Caroline Alice Elgar

Edward and Alice Elgar, circa 1891

Caroline Alice, Lady Elgar (9 October 1848  7 April 1920) was an English author of verse and prose fiction, who married the composer Edward Elgar.

Family

Caroline Alice Roberts, known as Alice, was born in Bhuj, Gujarat, India, in 1848. She was the youngest child and only daughter of Major-General Sir Henry Gee Roberts KCB (1800–1860), and Julia Maria Raikes (1815–1887). Her three elder brothers were Albert Henry Roberts (born in 1839 and died young), Frederick Boyd Roberts (born 1841) and Stanley Napier Roberts (born 1844).

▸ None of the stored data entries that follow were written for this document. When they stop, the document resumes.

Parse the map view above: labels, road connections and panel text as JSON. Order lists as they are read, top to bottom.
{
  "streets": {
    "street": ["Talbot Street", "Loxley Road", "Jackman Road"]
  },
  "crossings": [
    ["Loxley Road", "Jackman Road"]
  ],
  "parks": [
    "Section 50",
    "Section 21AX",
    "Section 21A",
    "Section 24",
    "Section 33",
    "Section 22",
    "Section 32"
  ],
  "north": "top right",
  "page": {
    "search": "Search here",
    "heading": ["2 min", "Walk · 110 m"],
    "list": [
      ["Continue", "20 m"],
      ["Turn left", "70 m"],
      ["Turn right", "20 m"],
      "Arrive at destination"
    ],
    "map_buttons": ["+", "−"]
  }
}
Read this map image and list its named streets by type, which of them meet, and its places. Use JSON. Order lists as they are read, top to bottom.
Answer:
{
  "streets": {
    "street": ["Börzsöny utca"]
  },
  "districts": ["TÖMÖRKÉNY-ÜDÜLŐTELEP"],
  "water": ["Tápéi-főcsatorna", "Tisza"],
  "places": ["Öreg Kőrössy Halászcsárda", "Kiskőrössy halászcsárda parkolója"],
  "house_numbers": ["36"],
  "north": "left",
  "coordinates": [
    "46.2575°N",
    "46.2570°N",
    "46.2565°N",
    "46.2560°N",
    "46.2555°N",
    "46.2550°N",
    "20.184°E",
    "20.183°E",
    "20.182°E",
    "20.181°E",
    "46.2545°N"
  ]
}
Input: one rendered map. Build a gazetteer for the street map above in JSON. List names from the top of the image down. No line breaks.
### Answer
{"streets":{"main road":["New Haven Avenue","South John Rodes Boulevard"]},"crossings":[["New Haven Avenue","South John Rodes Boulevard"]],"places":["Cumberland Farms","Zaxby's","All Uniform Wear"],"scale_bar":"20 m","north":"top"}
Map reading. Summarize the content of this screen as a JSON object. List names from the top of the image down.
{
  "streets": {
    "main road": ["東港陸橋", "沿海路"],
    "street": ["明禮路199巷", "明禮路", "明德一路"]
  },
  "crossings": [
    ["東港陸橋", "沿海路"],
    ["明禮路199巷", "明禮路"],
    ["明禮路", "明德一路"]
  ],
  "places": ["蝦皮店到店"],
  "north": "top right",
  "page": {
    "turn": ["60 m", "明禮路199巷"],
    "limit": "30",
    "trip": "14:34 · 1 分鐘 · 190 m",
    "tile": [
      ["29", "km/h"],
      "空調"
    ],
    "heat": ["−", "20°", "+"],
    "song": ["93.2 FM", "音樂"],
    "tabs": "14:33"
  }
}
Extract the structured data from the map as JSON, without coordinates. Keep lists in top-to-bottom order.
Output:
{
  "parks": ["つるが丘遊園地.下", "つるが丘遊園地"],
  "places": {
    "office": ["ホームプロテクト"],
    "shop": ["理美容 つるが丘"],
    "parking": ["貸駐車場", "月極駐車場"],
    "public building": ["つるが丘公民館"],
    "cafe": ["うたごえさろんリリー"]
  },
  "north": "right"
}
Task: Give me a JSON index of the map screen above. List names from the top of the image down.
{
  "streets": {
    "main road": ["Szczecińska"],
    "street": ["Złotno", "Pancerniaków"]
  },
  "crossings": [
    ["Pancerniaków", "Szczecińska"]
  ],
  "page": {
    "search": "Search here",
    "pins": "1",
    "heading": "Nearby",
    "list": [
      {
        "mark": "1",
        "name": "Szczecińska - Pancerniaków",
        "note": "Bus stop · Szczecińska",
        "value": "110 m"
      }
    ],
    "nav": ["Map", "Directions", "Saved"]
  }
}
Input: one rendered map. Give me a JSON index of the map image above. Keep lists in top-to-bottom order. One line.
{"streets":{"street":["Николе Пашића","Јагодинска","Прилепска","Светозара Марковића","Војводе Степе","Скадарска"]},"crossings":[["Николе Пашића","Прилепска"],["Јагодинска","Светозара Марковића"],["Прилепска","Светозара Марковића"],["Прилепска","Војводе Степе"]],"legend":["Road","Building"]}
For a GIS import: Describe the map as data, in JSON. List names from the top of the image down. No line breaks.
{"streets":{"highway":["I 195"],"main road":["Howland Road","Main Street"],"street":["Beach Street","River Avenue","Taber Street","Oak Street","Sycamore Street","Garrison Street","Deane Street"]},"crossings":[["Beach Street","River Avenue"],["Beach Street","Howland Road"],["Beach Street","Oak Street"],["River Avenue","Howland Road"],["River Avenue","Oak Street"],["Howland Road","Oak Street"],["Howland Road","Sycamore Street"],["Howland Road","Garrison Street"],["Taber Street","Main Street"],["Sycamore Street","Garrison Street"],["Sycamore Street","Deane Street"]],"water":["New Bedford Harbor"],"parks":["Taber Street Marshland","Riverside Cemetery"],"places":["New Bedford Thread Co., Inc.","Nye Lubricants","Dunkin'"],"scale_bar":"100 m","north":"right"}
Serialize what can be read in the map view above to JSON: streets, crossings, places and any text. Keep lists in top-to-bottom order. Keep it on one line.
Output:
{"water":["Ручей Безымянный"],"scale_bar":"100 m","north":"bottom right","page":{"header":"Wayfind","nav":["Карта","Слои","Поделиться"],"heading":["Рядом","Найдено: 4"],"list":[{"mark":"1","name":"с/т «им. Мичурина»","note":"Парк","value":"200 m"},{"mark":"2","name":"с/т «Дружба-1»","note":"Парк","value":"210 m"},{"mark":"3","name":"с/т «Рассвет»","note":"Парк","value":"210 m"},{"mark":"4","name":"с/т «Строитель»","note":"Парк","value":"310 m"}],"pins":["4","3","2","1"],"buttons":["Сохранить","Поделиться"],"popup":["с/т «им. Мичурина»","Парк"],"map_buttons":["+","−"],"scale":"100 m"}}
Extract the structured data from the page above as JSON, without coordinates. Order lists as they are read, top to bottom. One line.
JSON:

Their father was serving in India at the time of the Indian Mutiny, and he died when Alice was aged only 12.

She was from a distinguished family: on her mother's side her grandfather was the Rev. Robert Napier Raikes, her great-grandfather Robert Raikes (1736–1811) was the founder of the Sunday school movement, and her uncle[1] was British Indian Army General Robert Napier Raikes (1813–1909).

As a girl she studied with the amateur geologist Rev W. S. Symonds and they and a group of her friends went fossil-hunting on the banks of the river Severn.[2] She wrote the index to a book by him. She studied the piano with Ferdinand Kufferath[3] in Brussels and harmony with Charles Harford Lloyd.[4] She spoke fluent German, and also Italian, French and Spanish.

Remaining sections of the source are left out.